Similarly, Munchkins make great only pets for older children. As mentioned previously, younger children should be supervised as Munchkins are more prone to injuring their backs.

Environmental enrichment and stimulation are especially important for the Munchkin kept as an only pet. Because they need to be kept indoors and are so social and active by nature, their owners need to ensure that their Munchkin has ample opportunity to play to prevent behavioral disorders associated with boredom or frustration.

Cats kept as single pets are generally more prone to obesity due to being less active (less opportunity to play and chase) and also often being over-fed.
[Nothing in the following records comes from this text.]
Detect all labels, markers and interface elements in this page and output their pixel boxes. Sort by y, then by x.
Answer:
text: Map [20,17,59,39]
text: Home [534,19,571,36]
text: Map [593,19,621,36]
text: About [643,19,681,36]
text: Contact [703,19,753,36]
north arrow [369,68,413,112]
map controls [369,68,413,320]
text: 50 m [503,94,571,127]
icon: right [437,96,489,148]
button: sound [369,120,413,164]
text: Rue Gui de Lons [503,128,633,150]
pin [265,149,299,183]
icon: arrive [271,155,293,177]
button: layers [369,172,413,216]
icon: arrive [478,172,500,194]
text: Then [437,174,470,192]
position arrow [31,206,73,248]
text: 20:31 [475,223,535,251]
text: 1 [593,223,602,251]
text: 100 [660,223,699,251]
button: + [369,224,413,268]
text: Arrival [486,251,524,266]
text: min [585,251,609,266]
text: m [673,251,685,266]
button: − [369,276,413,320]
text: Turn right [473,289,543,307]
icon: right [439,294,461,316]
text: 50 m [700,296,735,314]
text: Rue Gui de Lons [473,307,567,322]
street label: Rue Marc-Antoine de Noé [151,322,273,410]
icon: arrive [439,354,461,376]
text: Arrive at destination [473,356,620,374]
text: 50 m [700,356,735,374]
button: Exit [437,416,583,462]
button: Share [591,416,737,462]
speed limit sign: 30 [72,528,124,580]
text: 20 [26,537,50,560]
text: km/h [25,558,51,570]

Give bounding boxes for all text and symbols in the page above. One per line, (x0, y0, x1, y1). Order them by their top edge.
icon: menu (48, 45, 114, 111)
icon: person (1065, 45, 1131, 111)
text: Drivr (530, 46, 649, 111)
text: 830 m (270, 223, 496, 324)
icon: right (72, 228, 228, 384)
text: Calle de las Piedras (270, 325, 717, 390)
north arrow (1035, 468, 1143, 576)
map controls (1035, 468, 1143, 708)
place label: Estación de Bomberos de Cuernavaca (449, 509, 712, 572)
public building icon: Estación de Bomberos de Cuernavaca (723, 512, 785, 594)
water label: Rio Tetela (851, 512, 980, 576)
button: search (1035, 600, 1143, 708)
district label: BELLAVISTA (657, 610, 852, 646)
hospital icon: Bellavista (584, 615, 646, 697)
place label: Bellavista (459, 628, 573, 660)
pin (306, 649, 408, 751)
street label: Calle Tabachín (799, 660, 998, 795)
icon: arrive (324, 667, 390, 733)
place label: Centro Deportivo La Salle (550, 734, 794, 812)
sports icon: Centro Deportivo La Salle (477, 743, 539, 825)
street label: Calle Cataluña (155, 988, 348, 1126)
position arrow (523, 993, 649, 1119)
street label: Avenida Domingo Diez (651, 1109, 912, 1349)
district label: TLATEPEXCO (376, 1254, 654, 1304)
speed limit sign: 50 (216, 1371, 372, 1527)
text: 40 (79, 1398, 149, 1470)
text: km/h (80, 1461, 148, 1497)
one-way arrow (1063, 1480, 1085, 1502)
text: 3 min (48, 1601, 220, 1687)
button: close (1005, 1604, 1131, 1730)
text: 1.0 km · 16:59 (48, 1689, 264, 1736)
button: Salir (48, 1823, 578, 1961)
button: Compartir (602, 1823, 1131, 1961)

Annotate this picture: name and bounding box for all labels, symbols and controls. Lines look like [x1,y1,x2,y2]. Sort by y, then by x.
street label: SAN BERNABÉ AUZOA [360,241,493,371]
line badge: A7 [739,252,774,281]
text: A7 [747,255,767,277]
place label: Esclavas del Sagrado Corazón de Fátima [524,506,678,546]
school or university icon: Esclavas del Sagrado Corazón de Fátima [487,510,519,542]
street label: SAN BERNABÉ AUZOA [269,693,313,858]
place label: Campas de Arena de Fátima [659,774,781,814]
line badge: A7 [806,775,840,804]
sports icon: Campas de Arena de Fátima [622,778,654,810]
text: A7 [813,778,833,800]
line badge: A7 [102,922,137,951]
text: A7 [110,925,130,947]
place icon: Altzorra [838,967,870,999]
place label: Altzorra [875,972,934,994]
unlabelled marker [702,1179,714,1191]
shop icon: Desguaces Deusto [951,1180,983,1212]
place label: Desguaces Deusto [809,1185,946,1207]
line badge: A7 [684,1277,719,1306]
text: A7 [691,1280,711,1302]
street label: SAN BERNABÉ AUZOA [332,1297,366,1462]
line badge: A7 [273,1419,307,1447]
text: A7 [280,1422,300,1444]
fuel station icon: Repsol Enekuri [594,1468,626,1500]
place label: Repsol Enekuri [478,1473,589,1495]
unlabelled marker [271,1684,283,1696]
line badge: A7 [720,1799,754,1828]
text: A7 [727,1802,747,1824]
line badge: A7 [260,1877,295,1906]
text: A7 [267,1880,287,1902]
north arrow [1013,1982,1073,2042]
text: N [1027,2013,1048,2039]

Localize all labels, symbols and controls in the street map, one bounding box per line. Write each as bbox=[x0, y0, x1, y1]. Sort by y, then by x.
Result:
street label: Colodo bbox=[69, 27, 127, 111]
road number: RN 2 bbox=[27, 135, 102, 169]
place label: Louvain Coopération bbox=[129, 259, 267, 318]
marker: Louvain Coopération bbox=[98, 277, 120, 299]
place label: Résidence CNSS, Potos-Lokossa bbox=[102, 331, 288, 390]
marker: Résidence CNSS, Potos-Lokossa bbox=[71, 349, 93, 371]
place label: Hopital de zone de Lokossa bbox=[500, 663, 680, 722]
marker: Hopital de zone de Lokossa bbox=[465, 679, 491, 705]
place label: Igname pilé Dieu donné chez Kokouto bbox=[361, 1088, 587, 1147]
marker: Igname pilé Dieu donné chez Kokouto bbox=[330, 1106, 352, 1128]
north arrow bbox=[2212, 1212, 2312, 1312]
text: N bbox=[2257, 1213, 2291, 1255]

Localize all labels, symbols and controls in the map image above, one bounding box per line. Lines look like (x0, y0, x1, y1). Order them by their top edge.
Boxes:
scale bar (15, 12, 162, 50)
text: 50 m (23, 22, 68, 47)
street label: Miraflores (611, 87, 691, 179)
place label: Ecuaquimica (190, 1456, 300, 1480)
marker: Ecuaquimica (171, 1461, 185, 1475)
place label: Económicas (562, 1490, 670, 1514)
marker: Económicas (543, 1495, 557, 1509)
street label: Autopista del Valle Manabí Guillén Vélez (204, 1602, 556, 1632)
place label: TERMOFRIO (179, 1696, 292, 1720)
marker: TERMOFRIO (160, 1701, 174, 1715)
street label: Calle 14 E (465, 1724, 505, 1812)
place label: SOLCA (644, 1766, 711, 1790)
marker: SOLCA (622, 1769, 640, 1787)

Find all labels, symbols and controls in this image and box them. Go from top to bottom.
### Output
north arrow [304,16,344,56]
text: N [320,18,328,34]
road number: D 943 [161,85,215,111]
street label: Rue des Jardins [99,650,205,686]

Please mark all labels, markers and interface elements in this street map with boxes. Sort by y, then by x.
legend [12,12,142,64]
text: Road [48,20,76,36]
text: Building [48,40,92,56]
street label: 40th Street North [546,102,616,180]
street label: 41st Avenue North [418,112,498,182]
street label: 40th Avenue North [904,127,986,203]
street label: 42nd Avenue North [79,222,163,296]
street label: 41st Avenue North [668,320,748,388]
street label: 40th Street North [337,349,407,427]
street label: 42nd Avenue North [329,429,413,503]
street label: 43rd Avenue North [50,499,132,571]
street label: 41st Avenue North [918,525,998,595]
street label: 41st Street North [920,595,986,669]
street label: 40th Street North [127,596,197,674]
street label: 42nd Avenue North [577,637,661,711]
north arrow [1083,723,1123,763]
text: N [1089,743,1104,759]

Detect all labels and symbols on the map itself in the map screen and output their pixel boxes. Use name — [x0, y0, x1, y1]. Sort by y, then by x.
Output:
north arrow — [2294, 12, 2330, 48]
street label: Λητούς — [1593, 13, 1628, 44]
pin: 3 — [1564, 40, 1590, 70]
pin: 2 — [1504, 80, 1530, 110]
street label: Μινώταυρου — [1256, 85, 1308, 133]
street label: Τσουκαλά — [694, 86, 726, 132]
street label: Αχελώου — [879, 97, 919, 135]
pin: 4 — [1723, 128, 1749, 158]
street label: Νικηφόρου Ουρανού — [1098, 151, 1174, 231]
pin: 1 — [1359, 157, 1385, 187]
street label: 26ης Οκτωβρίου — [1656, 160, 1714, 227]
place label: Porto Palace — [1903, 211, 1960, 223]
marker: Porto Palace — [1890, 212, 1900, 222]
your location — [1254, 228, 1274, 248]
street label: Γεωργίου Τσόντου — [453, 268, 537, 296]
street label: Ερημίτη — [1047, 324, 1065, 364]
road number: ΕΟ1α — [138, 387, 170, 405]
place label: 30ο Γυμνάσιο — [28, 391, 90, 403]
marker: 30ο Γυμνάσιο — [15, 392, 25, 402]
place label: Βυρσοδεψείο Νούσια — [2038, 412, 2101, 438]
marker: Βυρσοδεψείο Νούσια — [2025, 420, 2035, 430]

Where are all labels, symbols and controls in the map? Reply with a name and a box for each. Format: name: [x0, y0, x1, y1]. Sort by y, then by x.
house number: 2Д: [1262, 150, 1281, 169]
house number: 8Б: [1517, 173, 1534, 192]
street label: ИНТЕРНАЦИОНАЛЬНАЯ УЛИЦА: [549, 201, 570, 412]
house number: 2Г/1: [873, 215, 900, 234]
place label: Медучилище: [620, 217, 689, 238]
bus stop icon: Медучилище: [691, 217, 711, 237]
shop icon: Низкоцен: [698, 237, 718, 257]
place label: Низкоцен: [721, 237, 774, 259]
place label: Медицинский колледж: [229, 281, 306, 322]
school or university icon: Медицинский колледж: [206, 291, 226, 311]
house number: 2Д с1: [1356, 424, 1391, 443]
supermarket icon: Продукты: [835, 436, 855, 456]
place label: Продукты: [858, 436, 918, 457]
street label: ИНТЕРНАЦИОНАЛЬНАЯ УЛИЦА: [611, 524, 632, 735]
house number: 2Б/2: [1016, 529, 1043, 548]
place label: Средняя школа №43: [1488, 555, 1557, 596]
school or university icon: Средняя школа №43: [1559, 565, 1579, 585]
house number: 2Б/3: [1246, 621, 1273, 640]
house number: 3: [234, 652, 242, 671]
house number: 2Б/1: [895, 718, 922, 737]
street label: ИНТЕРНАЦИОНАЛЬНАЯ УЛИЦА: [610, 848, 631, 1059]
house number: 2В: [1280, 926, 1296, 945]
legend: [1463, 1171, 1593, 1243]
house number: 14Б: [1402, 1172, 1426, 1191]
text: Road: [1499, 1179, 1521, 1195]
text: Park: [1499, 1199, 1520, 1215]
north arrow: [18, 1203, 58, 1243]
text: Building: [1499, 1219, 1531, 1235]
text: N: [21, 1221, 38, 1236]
Obesity can be detrimental to Munchkins due to their short legs and long backs.

Munchkins are prone to arthritis in their knees, elbows, and hips, and high body weight significantly exacerbates the progression of arthritis and subsequently arthritic pain.

So, as long as Munchkins that are kept as only pets are not overfed, kept active, and have ample opportunities to cuddle and play with their owners, they do exceptionally well kept as only pets.


Munchkins are social, docile, and playful and do great in homes with other pets and children. They can be kept as only pets as well, provided that their owners are able to provide them with ample attention and play-time.


Dr. Annerien de Villiers

Dr. Annerien de Villiers graduated as a veterinarian from the University of Pretoria in 2018. She has since worked full-time in clinical practice tending to all kinds of companion animals in general practice. Serving the human-animal bond with care and compassion and making accurate information accessible to pet owners is at the heart of her driving force as a veterinarian.